* **WORK TASK**: Repeat the records in full. No pictures belong in the copy.
···
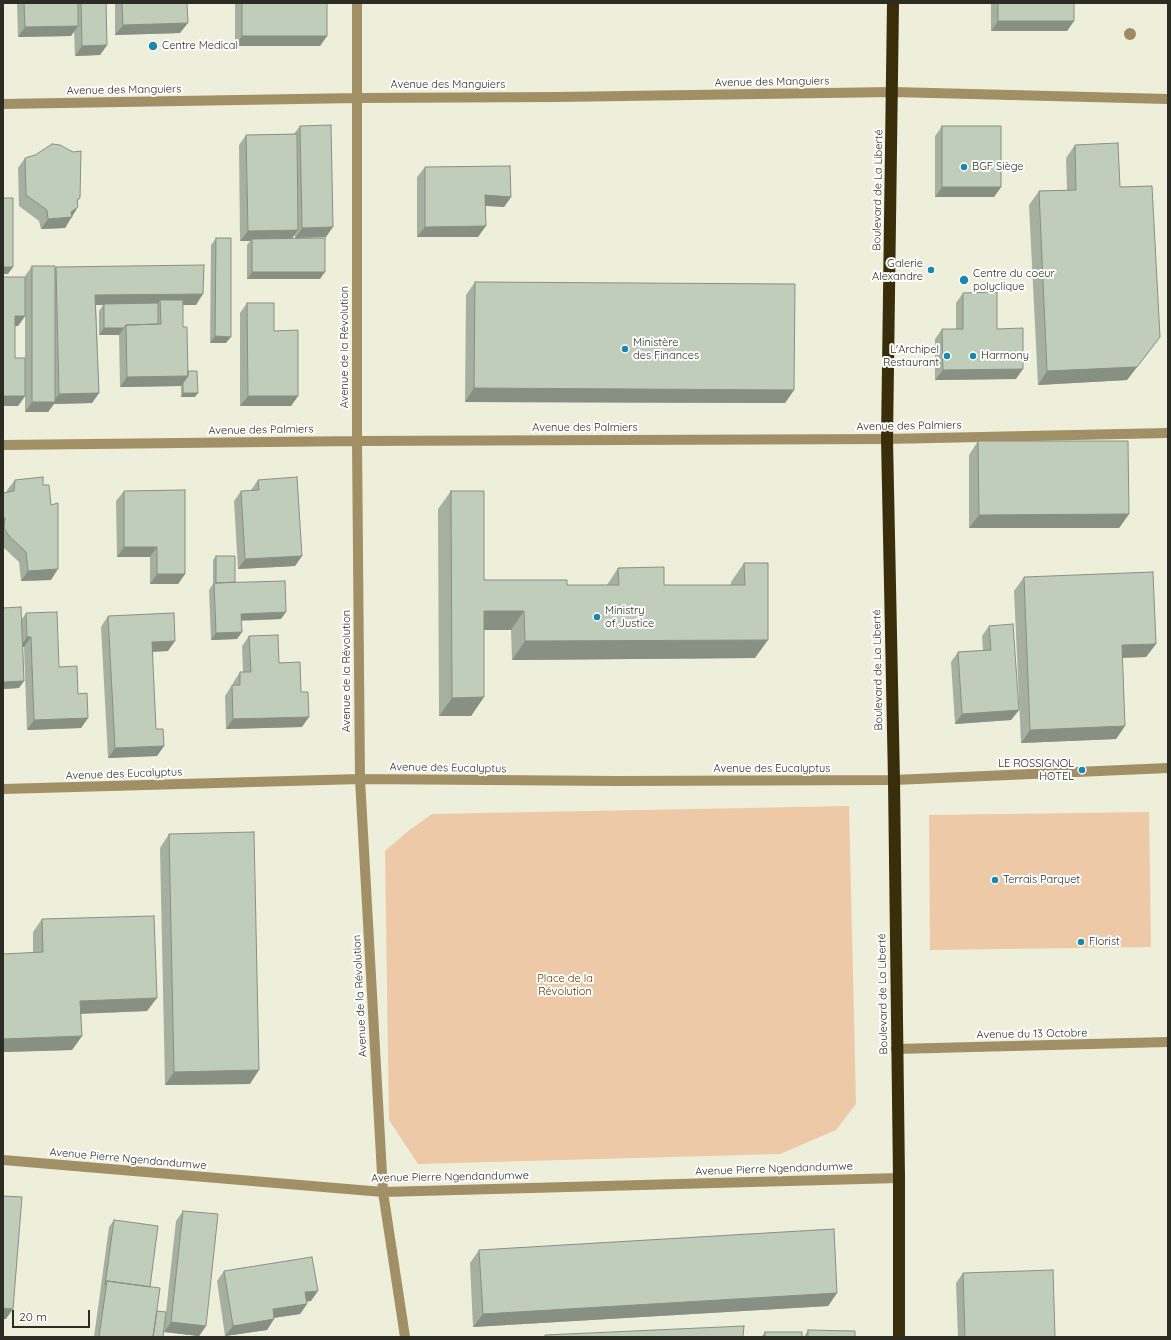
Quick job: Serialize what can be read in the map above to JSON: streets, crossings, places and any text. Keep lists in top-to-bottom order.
{
  "streets": {
    "highway": ["Boulevard de La Liberté"],
    "street": [
      "Avenue des Manguiers",
      "Avenue de la Révolution",
      "Avenue des Palmiers",
      "Avenue des Eucalyptus",
      "Avenue du 13 Octobre",
      "Avenue Pierre Ngendandumwe"
    ]
  },
  "crossings": [
    ["Avenue des Manguiers", "Boulevard de La Liberté"],
    ["Avenue des Manguiers", "Avenue de la Révolution"],
    ["Boulevard de La Liberté", "Avenue des Palmiers"],
    ["Boulevard de La Liberté", "Avenue des Eucalyptus"],
    ["Boulevard de La Liberté", "Avenue du 13 Octobre"],
    ["Boulevard de La Liberté", "Avenue Pierre Ngendandumwe"],
    ["Avenue de la Révolution", "Avenue des Palmiers"],
    ["Avenue de la Révolution", "Avenue des Eucalyptus"],
    ["Avenue de la Révolution", "Avenue Pierre Ngendandumwe"]
  ],
  "parks": ["Place de la Révolution"],
  "places": [
    "Centre Medical",
    "BGF Siège",
    "Galerie Alexandre",
    "Centre du coeur polyclique",
    "Ministère des Finances",
    "L'Archipel Restaurant",
    "Harmony",
    "Ministry of Justice",
    "LE ROSSIGNOL HOTEL",
    "Terrais Parquet",
    "Florist"
  ],
  "scale_bar": "20 m"
}
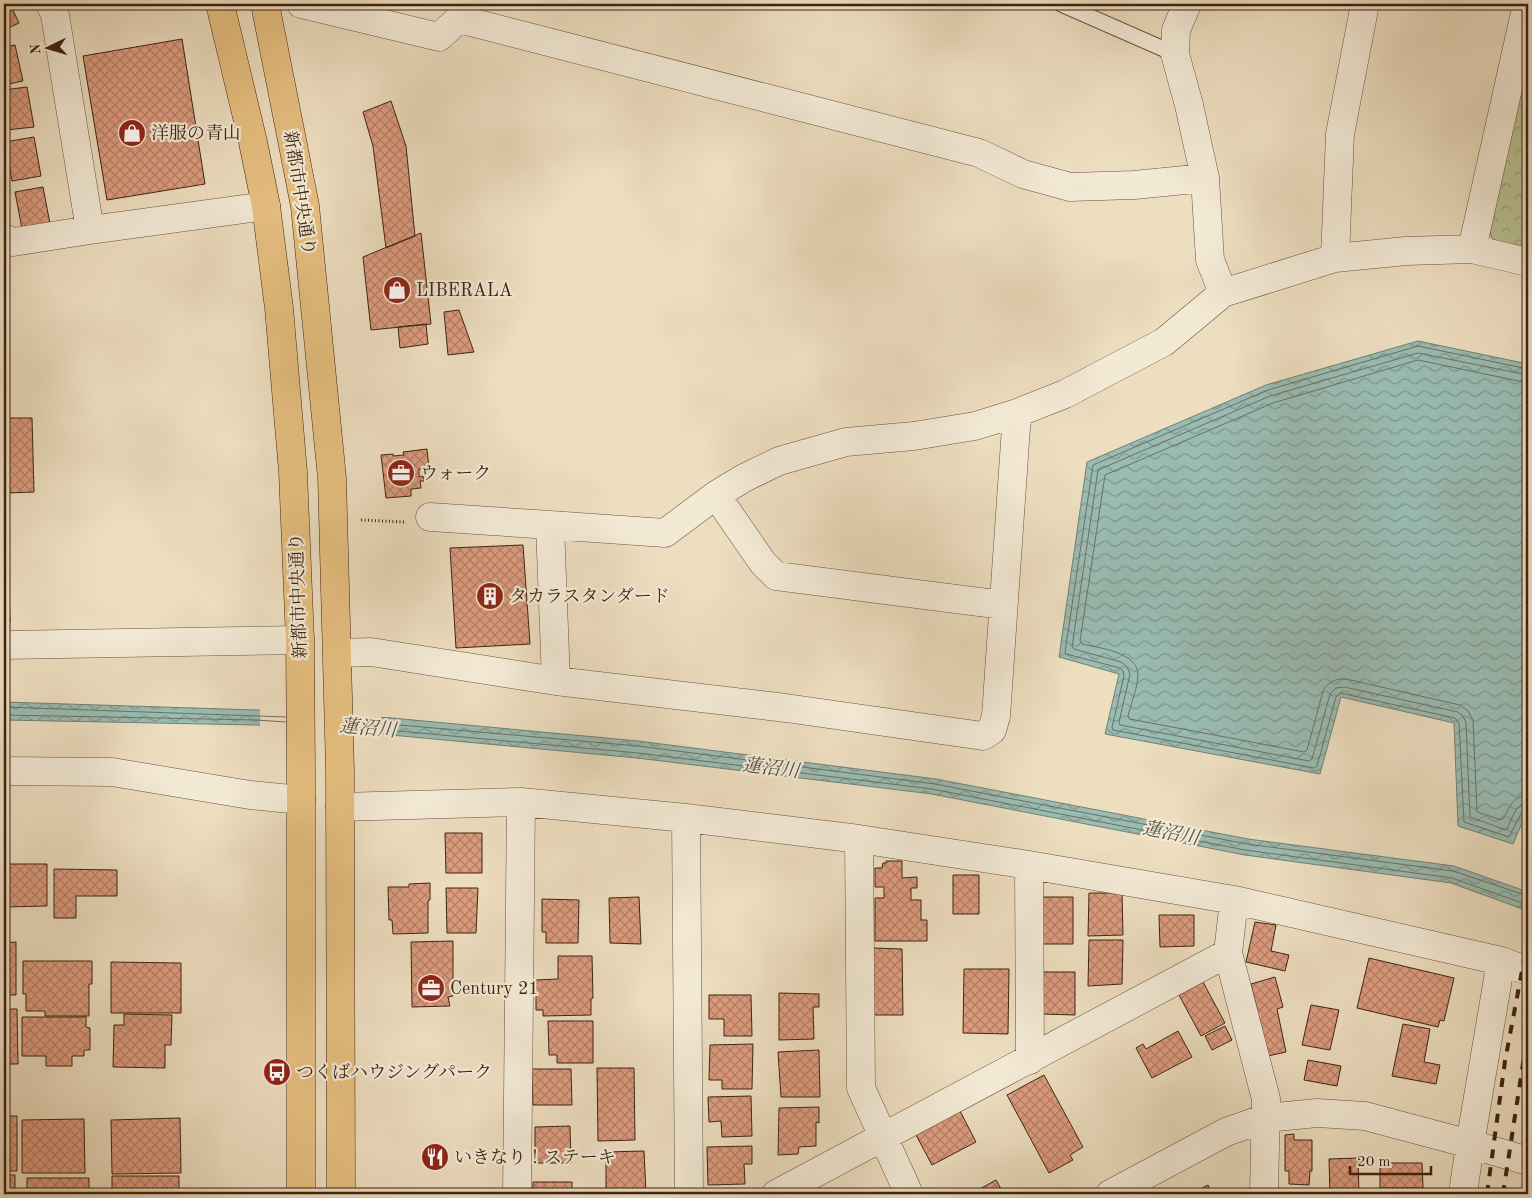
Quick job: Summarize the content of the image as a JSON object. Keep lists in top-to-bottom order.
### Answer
{
  "streets": {
    "main road": ["新都市中央通り"]
  },
  "water": ["蓮沼川"],
  "places": {
    "shop": ["洋服の青山", "LIBERALA"],
    "office": ["ウォーク", "Century 21"],
    "building": ["タカラスタンダード"],
    "bus stop": ["つくばハウジングパーク"],
    "restaurant": ["いきなり！ステーキ"]
  },
  "scale_bar": "20 m",
  "north": "left"
}
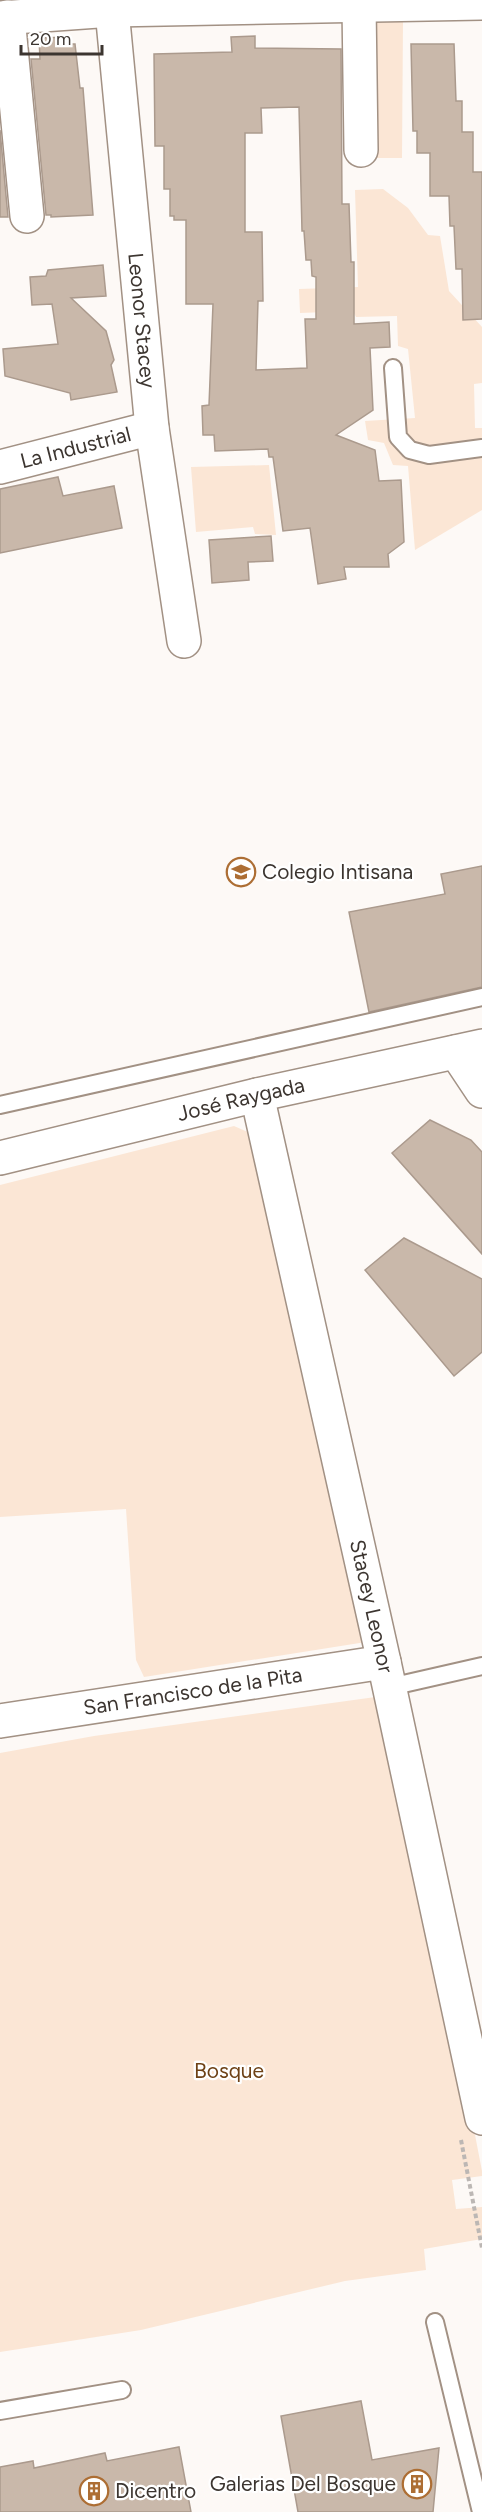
···
* **FINAL ANSWER**:
Quick job: Serialize what can be read in the map above to JSON: streets, crossings, places and any text. Keep lists in top-to-bottom order.
{
  "streets": {
    "highway": ["Boulevard de La Liberté"],
    "street": [
      "Avenue des Manguiers",
      "Avenue de la Révolution",
      "Avenue des Palmiers",
      "Avenue des Eucalyptus",
      "Avenue du 13 Octobre",
      "Avenue Pierre Ngendandumwe"
    ]
  },
  "crossings": [
    ["Avenue des Manguiers", "Boulevard de La Liberté"],
    ["Avenue des Manguiers", "Avenue de la Révolution"],
    ["Boulevard de La Liberté", "Avenue des Palmiers"],
    ["Boulevard de La Liberté", "Avenue des Eucalyptus"],
    ["Boulevard de La Liberté", "Avenue du 13 Octobre"],
    ["Boulevard de La Liberté", "Avenue Pierre Ngendandumwe"],
    ["Avenue de la Révolution", "Avenue des Palmiers"],
    ["Avenue de la Révolution", "Avenue des Eucalyptus"],
    ["Avenue de la Révolution", "Avenue Pierre Ngendandumwe"]
  ],
  "parks": ["Place de la Révolution"],
  "places": [
    "Centre Medical",
    "BGF Siège",
    "Galerie Alexandre",
    "Centre du coeur polyclique",
    "Ministère des Finances",
    "L'Archipel Restaurant",
    "Harmony",
    "Ministry of Justice",
    "LE ROSSIGNOL HOTEL",
    "Terrais Parquet",
    "Florist"
  ],
  "scale_bar": "20 m"
}
Quick job: Summarize the content of the image as a JSON object. Keep lists in top-to-bottom order.
### Answer
{
  "streets": {
    "main road": ["新都市中央通り"]
  },
  "water": ["蓮沼川"],
  "places": {
    "shop": ["洋服の青山", "LIBERALA"],
    "office": ["ウォーク", "Century 21"],
    "building": ["タカラスタンダード"],
    "bus stop": ["つくばハウジングパーク"],
    "restaurant": ["いきなり！ステーキ"]
  },
  "scale_bar": "20 m",
  "north": "left"
}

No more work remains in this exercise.